Saved entries:
=======

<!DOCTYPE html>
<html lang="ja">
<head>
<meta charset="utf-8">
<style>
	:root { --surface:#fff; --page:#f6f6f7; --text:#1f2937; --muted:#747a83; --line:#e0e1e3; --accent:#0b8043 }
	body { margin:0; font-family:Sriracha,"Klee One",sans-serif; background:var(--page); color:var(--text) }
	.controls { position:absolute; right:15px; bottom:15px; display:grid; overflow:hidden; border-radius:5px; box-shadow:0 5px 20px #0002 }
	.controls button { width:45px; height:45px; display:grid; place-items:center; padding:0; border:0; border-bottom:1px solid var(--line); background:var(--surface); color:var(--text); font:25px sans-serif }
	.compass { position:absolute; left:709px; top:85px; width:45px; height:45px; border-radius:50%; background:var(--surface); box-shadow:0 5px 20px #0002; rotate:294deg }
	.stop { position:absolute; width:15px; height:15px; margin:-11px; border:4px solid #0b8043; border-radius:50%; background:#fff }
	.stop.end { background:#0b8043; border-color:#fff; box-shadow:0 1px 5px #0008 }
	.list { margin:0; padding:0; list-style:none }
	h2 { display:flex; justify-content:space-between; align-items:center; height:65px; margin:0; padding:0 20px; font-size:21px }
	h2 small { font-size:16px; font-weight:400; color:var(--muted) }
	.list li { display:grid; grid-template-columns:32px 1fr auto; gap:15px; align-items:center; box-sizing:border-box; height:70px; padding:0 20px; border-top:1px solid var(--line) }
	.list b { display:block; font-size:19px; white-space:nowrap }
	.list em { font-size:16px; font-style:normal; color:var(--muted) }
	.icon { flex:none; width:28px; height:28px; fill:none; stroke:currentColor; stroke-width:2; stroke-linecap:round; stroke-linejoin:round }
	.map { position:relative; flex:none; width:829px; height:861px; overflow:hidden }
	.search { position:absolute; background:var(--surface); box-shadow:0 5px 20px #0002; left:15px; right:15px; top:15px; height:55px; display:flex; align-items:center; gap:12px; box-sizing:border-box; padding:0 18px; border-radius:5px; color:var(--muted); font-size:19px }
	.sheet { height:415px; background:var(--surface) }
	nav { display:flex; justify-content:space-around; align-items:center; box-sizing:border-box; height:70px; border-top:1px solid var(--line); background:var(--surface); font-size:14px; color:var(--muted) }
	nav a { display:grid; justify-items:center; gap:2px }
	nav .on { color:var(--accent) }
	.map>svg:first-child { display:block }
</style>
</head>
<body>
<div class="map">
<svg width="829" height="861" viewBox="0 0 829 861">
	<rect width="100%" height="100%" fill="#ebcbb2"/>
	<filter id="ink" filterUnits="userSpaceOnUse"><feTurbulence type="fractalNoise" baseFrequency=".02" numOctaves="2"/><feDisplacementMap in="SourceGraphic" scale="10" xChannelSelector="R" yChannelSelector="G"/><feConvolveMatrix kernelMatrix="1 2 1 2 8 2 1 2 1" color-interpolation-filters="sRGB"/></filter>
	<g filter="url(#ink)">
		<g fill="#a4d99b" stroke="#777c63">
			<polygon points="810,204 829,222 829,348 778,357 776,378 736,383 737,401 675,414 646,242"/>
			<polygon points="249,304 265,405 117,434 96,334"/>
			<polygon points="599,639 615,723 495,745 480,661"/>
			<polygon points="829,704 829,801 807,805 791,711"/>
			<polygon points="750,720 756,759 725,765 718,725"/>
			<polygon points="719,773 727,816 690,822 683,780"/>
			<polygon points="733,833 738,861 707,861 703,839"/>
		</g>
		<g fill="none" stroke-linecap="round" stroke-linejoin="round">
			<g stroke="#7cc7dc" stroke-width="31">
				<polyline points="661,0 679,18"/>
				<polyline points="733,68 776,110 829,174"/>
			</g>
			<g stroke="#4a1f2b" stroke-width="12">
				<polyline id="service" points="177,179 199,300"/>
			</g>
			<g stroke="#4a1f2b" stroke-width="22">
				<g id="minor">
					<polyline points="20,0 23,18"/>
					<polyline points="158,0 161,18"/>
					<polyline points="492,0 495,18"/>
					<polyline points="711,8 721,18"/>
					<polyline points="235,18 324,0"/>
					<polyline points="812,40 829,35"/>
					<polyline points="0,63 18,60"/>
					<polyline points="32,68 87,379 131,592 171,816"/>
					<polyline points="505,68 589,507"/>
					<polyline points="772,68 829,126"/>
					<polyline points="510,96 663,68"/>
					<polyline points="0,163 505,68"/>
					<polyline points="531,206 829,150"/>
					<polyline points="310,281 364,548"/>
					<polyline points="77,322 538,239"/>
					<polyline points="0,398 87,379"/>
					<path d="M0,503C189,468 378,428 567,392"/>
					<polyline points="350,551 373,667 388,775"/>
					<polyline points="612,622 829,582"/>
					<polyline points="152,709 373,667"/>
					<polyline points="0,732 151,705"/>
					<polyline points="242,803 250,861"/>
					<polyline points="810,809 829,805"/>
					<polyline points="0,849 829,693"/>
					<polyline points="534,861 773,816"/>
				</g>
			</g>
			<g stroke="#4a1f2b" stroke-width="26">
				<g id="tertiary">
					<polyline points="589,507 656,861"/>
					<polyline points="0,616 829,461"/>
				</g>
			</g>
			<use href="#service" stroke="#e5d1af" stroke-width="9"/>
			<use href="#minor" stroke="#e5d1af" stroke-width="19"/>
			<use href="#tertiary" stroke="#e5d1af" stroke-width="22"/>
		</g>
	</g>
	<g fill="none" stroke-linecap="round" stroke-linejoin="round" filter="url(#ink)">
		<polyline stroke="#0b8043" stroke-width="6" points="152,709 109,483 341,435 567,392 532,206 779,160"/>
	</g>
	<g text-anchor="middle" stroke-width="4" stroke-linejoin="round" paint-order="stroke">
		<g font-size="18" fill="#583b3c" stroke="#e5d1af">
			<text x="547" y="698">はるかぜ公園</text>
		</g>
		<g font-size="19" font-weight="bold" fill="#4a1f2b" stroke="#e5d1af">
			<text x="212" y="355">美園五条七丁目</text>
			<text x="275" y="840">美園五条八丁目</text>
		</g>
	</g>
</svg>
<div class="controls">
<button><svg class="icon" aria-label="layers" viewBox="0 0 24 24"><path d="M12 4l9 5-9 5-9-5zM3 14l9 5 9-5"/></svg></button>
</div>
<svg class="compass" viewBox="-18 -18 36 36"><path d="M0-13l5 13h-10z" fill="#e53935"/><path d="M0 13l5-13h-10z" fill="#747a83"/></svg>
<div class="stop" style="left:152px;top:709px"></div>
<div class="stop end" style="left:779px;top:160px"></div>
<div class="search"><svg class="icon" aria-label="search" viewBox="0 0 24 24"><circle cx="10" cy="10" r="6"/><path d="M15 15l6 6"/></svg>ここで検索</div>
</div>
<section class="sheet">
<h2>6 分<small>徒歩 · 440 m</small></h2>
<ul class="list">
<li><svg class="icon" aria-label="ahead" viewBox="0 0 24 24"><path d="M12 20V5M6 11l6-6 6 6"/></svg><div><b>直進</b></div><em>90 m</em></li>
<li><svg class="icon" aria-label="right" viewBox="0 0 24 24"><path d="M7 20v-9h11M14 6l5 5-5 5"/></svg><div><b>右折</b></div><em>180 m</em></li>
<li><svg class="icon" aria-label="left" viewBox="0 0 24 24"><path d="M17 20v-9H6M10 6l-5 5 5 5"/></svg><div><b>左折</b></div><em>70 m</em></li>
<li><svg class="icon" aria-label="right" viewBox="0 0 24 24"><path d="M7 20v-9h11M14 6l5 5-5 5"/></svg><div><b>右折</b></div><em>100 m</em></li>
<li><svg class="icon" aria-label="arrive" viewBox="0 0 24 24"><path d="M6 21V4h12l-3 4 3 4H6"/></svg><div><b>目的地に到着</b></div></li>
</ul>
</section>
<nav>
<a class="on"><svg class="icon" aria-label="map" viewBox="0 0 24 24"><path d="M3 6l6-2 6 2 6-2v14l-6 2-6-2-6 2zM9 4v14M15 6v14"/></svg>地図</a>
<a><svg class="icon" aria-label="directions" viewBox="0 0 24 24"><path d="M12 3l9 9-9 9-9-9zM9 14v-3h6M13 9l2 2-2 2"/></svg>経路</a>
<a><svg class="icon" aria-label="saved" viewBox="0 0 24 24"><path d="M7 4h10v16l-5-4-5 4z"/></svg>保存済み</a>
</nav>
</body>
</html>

=======

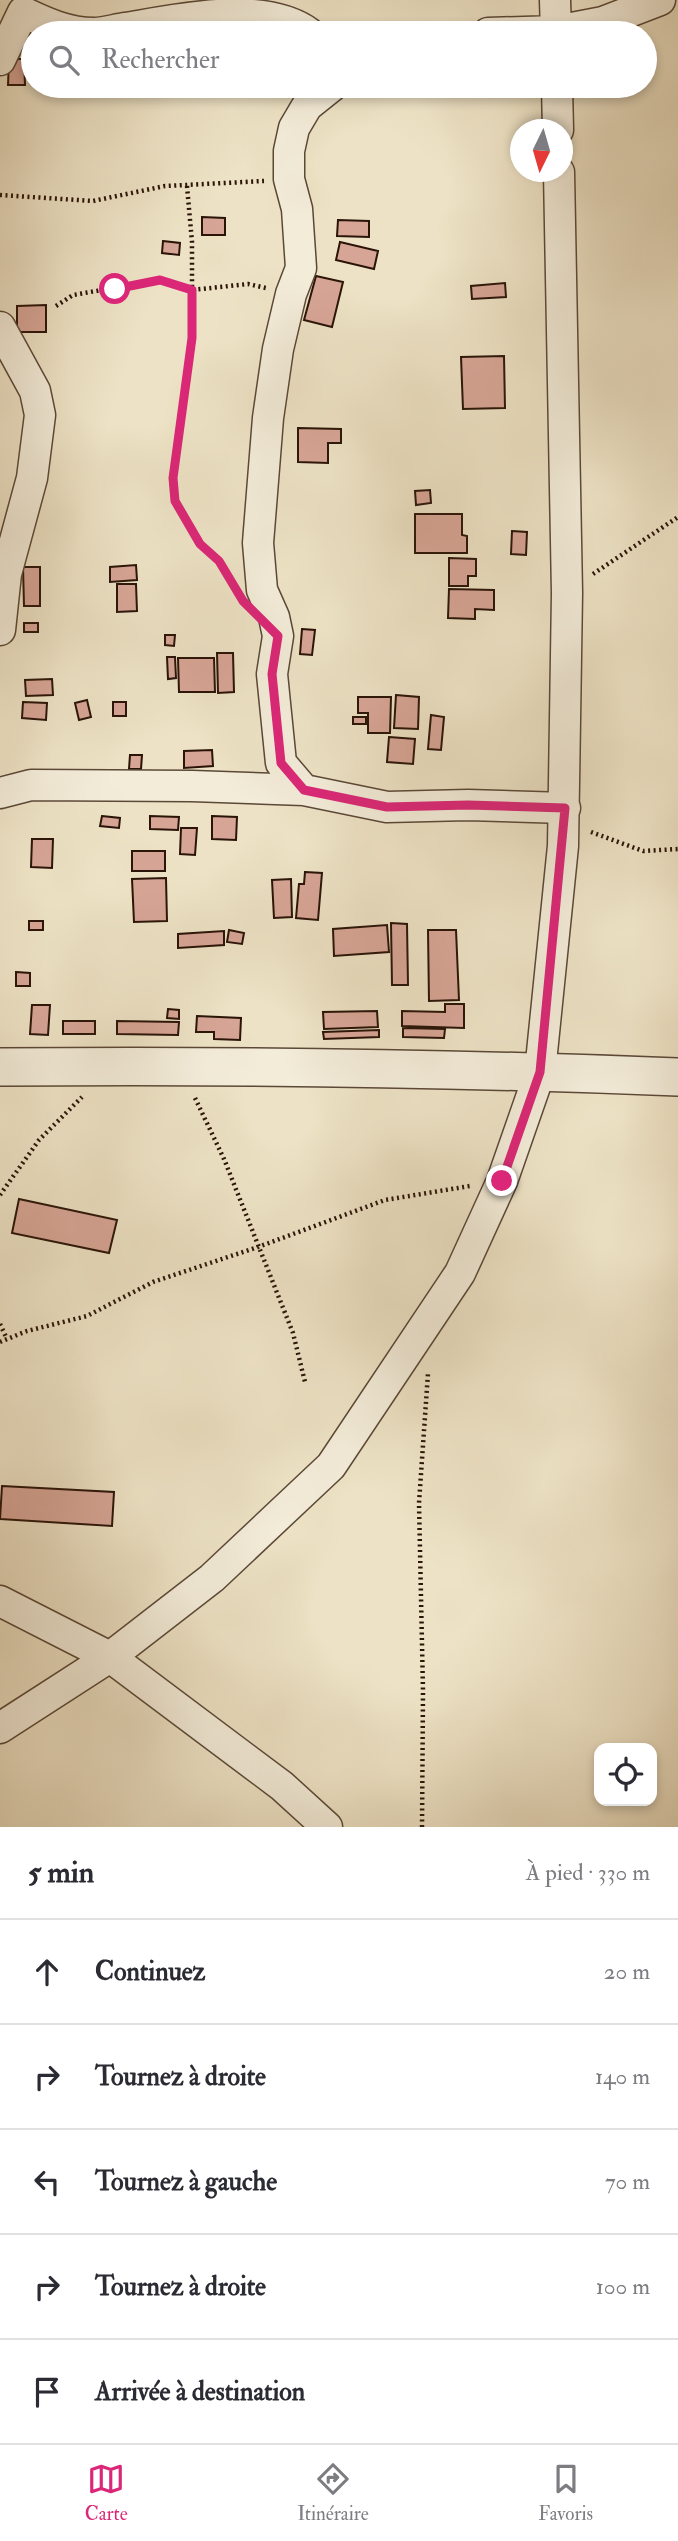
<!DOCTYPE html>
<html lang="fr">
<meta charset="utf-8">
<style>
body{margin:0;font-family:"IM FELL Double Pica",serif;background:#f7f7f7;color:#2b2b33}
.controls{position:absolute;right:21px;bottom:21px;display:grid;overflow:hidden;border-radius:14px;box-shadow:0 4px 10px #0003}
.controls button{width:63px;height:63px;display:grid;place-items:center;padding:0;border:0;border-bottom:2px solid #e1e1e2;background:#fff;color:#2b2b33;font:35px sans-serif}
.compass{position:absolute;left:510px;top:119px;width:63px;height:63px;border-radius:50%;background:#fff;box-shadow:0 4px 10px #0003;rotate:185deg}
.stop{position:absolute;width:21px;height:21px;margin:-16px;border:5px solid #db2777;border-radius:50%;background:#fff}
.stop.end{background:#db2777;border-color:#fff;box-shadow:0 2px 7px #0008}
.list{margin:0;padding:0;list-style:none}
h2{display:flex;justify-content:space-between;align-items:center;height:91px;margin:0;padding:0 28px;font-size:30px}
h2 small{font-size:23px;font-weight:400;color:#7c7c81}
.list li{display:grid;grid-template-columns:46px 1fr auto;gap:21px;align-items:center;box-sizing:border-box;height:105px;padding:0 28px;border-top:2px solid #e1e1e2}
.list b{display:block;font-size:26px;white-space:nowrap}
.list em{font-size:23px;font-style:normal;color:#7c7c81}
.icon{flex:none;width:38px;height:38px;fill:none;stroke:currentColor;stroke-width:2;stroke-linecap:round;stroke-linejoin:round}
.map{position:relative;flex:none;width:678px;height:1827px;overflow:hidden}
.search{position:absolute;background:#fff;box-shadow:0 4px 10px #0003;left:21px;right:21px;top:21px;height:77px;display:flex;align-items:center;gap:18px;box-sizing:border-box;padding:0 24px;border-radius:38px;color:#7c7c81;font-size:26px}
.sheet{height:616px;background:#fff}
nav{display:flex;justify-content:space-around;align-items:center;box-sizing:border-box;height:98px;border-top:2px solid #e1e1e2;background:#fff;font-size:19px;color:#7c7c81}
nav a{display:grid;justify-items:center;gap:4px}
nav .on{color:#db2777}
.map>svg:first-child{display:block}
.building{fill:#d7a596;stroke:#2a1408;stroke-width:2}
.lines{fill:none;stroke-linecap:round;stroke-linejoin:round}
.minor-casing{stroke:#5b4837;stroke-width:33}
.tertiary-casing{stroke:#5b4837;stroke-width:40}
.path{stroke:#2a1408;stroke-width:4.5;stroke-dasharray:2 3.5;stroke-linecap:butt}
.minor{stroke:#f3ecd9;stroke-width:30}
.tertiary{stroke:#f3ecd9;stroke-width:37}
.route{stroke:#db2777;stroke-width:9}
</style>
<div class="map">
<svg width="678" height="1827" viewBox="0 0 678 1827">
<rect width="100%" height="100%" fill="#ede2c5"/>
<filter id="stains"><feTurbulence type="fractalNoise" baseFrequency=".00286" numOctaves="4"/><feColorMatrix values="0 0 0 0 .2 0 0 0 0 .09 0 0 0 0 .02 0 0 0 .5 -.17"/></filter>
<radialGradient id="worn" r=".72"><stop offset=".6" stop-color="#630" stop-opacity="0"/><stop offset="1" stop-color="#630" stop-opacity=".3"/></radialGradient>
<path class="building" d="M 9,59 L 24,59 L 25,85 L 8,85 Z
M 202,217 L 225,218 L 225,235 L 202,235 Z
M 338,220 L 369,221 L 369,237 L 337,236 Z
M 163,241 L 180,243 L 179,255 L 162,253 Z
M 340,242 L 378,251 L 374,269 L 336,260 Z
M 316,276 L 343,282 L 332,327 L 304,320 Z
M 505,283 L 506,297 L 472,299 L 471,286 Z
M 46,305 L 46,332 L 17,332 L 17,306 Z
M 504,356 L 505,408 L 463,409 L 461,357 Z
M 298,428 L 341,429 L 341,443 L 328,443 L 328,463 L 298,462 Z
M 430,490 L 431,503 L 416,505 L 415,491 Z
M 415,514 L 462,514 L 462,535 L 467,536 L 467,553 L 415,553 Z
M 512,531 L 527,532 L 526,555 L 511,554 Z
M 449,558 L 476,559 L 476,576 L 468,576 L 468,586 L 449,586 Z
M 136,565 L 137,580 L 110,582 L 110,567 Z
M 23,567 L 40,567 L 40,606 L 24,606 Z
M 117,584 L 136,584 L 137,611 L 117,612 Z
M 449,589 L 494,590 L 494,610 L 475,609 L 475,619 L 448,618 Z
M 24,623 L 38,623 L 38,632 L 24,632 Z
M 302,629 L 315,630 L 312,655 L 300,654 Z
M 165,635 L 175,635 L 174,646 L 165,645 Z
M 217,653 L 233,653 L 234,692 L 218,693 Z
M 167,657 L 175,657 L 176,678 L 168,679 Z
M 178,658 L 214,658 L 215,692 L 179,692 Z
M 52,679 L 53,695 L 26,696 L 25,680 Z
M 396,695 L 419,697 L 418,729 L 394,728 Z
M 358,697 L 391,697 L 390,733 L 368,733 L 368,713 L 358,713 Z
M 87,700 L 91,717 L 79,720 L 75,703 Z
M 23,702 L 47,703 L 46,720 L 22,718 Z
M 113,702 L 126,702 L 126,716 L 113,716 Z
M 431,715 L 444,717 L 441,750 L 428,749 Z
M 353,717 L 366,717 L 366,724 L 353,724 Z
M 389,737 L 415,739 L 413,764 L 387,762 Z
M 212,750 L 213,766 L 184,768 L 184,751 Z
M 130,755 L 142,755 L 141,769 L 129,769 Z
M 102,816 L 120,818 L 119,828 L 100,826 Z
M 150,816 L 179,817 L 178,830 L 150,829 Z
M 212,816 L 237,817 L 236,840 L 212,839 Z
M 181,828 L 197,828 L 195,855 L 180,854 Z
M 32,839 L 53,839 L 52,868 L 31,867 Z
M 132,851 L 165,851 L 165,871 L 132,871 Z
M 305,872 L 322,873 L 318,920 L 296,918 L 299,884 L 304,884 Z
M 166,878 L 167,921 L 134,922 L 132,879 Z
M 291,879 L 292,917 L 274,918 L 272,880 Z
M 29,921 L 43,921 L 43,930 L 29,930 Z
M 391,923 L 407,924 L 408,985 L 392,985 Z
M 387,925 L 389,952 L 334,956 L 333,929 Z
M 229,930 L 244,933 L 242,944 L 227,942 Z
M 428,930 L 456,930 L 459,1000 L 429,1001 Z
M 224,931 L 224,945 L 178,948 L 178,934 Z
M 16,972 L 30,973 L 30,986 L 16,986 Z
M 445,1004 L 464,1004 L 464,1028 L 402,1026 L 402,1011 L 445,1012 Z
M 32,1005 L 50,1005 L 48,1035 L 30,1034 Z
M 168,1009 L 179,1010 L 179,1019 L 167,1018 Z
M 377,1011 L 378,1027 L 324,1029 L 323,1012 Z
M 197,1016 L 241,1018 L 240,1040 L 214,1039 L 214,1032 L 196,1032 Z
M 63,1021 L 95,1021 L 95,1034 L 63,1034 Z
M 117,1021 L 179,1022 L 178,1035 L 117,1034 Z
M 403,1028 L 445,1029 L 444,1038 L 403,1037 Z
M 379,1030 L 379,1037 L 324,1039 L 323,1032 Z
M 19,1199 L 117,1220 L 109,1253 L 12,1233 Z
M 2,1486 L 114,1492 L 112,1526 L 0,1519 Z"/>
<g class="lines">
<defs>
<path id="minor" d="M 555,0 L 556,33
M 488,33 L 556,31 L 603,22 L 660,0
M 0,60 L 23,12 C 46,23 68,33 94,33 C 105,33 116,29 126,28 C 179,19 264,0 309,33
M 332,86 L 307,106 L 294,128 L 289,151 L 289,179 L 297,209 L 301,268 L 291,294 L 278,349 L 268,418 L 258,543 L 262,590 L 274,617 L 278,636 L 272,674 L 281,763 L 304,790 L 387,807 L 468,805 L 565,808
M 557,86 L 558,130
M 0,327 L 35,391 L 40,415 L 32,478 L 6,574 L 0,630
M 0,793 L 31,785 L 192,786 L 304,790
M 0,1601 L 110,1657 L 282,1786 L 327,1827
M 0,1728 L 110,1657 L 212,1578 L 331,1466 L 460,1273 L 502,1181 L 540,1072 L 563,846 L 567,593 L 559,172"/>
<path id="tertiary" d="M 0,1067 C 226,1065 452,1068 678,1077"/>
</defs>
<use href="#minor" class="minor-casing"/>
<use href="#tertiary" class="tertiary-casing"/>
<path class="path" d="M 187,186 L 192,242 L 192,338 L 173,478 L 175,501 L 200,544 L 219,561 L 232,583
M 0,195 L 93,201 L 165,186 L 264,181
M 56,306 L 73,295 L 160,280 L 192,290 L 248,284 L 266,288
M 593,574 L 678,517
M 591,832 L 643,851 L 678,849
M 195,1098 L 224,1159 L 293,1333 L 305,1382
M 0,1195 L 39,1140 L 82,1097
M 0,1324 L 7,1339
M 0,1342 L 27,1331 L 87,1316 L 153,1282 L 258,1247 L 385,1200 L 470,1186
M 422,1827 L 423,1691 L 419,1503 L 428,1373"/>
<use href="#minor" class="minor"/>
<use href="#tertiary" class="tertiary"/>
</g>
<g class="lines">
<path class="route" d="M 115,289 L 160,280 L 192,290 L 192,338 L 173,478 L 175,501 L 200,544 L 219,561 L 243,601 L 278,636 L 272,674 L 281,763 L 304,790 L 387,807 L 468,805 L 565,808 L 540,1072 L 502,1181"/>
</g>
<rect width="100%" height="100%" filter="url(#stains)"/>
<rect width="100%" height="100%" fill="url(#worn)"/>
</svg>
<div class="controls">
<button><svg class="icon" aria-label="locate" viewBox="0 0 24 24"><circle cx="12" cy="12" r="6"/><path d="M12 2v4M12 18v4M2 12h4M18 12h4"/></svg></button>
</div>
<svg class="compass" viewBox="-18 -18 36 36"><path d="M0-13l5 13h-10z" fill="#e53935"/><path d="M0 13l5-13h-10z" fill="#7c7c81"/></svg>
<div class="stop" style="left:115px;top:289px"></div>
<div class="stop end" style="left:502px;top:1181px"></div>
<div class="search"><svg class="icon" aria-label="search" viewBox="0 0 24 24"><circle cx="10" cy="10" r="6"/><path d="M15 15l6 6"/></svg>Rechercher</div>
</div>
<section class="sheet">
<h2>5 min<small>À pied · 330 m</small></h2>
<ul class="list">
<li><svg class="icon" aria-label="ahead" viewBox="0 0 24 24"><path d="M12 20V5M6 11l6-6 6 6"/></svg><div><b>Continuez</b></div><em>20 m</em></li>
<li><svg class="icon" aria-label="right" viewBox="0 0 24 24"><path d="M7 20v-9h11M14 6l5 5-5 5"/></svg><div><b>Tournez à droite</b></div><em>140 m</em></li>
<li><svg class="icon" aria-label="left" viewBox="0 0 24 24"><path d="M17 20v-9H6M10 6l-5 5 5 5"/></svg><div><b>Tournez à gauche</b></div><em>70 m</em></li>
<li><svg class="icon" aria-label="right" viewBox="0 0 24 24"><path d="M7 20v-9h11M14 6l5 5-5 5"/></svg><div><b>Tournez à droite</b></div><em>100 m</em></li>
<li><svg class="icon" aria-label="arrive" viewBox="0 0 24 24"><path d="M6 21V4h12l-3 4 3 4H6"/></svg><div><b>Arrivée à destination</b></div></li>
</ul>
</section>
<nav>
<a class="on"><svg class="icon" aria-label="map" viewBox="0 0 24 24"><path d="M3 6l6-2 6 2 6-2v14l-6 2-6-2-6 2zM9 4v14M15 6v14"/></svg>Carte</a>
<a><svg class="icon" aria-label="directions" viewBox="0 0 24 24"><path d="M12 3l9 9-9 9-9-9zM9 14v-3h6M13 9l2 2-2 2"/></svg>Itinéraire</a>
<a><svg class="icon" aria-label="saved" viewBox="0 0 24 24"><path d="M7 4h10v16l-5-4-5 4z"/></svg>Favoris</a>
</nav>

=======

> _Aim of the task_
Set down, exactly as they stand above, the lines starting with the line with "position:absolute; right:15px; bottom:15px;" and going on through the line with "margin:0; padding:0; list-style:none", and no others.

> _Completed task_
	.controls { position:absolute; right:15px; bottom:15px; display:grid; overflow:hidden; border-radius:5px; box-shadow:0 5px 20px #0002 }
	.controls button { width:45px; height:45px; display:grid; place-items:center; padding:0; border:0; border-bottom:1px solid var(--line); background:var(--surface); color:var(--text); font:25px sans-serif }
	.compass { position:absolute; left:709px; top:85px; width:45px; height:45px; border-radius:50%; background:var(--surface); box-shadow:0 5px 20px #0002; rotate:294deg }
	.stop { position:absolute; width:15px; height:15px; margin:-11px; border:4px solid #0b8043; border-radius:50%; background:#fff }
	.stop.end { background:#0b8043; border-color:#fff; box-shadow:0 1px 5px #0008 }
	.list { margin:0; padding:0; list-style:none }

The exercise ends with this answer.